■ WORK TO BE COMPLETED
Your answer must be an exact copy of every record below.

DATA PROVIDED Start Marker

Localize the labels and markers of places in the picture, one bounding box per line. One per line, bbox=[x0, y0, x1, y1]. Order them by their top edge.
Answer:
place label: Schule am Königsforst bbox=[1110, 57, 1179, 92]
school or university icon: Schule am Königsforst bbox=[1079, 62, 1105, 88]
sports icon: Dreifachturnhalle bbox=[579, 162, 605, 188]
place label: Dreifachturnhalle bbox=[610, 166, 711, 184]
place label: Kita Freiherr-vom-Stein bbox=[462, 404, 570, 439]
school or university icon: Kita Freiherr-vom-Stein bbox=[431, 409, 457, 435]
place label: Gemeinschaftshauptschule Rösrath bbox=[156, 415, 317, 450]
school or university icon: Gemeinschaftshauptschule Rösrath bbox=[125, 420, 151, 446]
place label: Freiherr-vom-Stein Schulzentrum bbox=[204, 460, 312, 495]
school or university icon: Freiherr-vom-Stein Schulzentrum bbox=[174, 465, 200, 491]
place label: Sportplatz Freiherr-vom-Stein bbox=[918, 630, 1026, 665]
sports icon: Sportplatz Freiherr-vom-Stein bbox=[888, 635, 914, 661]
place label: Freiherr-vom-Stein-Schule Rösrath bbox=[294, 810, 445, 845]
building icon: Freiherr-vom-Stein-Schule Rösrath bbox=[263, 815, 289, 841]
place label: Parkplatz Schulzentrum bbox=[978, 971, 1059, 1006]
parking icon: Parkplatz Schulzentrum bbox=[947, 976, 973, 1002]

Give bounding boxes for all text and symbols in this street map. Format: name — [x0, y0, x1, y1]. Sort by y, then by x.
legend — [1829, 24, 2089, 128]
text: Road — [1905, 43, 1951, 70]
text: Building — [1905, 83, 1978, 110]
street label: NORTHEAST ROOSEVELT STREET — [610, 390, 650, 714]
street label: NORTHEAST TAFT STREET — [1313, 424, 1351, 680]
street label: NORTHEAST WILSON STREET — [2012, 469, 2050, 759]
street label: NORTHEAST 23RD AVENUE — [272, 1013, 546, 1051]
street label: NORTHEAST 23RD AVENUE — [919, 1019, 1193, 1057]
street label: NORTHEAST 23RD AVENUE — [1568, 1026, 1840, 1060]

DATA PROVIDED End Marker

■ WRITTEN ANSWER
Localize the labels and markers of places in the picture, one bounding box per line. One per line, bbox=[x0, y0, x1, y1]. Order them by their top edge.
Answer:
place label: Schule am Königsforst bbox=[1110, 57, 1179, 92]
school or university icon: Schule am Königsforst bbox=[1079, 62, 1105, 88]
sports icon: Dreifachturnhalle bbox=[579, 162, 605, 188]
place label: Dreifachturnhalle bbox=[610, 166, 711, 184]
place label: Kita Freiherr-vom-Stein bbox=[462, 404, 570, 439]
school or university icon: Kita Freiherr-vom-Stein bbox=[431, 409, 457, 435]
place label: Gemeinschaftshauptschule Rösrath bbox=[156, 415, 317, 450]
school or university icon: Gemeinschaftshauptschule Rösrath bbox=[125, 420, 151, 446]
place label: Freiherr-vom-Stein Schulzentrum bbox=[204, 460, 312, 495]
school or university icon: Freiherr-vom-Stein Schulzentrum bbox=[174, 465, 200, 491]
place label: Sportplatz Freiherr-vom-Stein bbox=[918, 630, 1026, 665]
sports icon: Sportplatz Freiherr-vom-Stein bbox=[888, 635, 914, 661]
place label: Freiherr-vom-Stein-Schule Rösrath bbox=[294, 810, 445, 845]
building icon: Freiherr-vom-Stein-Schule Rösrath bbox=[263, 815, 289, 841]
place label: Parkplatz Schulzentrum bbox=[978, 971, 1059, 1006]
parking icon: Parkplatz Schulzentrum bbox=[947, 976, 973, 1002]

Give bounding boxes for all text and symbols in this street map. Format: name — [x0, y0, x1, y1]. Sort by y, then by x.
legend — [1829, 24, 2089, 128]
text: Road — [1905, 43, 1951, 70]
text: Building — [1905, 83, 1978, 110]
street label: NORTHEAST ROOSEVELT STREET — [610, 390, 650, 714]
street label: NORTHEAST TAFT STREET — [1313, 424, 1351, 680]
street label: NORTHEAST WILSON STREET — [2012, 469, 2050, 759]
street label: NORTHEAST 23RD AVENUE — [272, 1013, 546, 1051]
street label: NORTHEAST 23RD AVENUE — [919, 1019, 1193, 1057]
street label: NORTHEAST 23RD AVENUE — [1568, 1026, 1840, 1060]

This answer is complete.